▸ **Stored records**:
------------

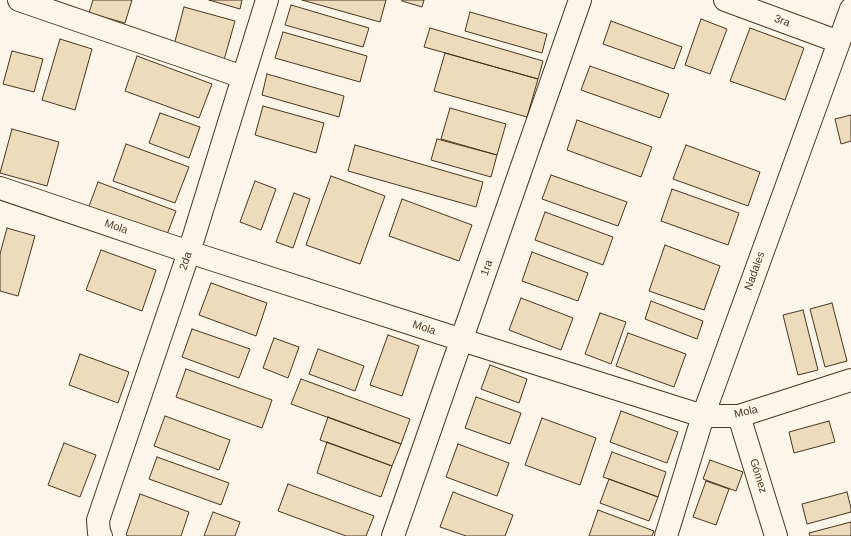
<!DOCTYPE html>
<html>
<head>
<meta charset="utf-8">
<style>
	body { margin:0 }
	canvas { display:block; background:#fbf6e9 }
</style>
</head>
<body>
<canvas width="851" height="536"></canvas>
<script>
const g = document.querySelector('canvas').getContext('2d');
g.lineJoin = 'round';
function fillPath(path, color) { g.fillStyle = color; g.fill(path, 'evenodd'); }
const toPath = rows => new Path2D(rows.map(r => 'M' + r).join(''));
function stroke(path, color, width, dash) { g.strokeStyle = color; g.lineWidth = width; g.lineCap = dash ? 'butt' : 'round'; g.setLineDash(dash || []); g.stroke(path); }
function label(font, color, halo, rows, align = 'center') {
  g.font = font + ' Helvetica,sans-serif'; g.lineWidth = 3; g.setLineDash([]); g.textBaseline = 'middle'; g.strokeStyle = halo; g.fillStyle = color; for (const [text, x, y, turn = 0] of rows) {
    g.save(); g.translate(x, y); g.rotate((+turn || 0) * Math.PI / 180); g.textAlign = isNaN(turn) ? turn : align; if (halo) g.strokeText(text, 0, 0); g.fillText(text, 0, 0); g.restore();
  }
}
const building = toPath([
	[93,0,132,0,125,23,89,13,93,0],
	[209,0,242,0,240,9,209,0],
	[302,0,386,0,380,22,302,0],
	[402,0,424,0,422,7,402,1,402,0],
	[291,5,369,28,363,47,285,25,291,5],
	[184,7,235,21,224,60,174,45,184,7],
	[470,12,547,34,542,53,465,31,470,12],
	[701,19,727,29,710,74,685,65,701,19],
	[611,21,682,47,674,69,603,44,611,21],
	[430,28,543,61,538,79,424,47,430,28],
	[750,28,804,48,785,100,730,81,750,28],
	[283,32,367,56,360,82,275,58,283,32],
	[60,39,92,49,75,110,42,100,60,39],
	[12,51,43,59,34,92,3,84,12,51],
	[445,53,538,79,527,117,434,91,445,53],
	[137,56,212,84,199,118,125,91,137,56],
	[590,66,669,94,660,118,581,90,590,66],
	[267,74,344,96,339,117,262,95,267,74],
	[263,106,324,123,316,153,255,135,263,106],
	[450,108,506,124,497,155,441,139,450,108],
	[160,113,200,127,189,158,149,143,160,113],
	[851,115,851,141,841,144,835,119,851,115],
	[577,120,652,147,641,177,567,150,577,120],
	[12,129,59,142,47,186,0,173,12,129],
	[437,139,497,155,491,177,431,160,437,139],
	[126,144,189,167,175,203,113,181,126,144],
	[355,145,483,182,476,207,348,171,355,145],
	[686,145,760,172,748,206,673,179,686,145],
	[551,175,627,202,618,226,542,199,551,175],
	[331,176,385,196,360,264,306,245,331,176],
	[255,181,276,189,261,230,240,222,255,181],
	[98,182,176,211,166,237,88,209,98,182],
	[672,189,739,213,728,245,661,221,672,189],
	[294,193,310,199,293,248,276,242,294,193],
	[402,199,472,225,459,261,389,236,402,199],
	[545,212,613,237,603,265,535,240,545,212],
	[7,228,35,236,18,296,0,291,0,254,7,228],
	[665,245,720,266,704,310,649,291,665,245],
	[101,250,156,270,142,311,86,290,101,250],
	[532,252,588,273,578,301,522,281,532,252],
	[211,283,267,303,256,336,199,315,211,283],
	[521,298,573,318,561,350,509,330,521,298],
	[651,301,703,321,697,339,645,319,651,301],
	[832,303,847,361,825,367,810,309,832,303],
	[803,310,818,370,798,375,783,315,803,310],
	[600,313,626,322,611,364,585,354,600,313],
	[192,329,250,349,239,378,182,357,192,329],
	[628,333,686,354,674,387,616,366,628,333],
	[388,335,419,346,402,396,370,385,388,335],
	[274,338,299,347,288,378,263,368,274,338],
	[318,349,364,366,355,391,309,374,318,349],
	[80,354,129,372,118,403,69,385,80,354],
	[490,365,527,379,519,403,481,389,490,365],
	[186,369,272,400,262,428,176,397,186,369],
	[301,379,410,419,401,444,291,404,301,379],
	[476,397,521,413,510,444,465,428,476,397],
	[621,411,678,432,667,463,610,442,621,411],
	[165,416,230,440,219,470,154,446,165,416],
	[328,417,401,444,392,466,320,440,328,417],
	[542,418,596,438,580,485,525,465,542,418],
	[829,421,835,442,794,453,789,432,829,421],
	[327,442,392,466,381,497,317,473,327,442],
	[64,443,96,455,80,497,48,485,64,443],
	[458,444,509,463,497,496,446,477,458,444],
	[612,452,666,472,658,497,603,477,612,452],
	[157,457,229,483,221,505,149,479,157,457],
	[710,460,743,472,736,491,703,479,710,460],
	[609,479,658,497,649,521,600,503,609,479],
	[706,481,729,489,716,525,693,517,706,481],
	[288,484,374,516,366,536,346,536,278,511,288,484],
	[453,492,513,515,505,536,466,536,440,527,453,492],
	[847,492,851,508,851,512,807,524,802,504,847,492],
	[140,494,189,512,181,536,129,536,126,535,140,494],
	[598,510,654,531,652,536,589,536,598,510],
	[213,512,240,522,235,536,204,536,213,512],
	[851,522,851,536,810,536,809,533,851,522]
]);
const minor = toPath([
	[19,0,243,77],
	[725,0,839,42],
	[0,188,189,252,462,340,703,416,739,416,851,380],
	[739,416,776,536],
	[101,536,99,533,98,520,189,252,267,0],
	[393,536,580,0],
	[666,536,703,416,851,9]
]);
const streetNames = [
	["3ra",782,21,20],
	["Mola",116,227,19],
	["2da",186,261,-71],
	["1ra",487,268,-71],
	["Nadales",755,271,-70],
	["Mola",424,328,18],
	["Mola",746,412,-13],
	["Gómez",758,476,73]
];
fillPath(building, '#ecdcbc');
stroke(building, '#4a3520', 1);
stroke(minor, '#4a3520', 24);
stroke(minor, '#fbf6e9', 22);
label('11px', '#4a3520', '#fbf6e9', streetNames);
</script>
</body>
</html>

------------

▸ **Work instructions**: The answer must be a single number: how many lines of the records contain the string "align".

▸ **Written answer**: 2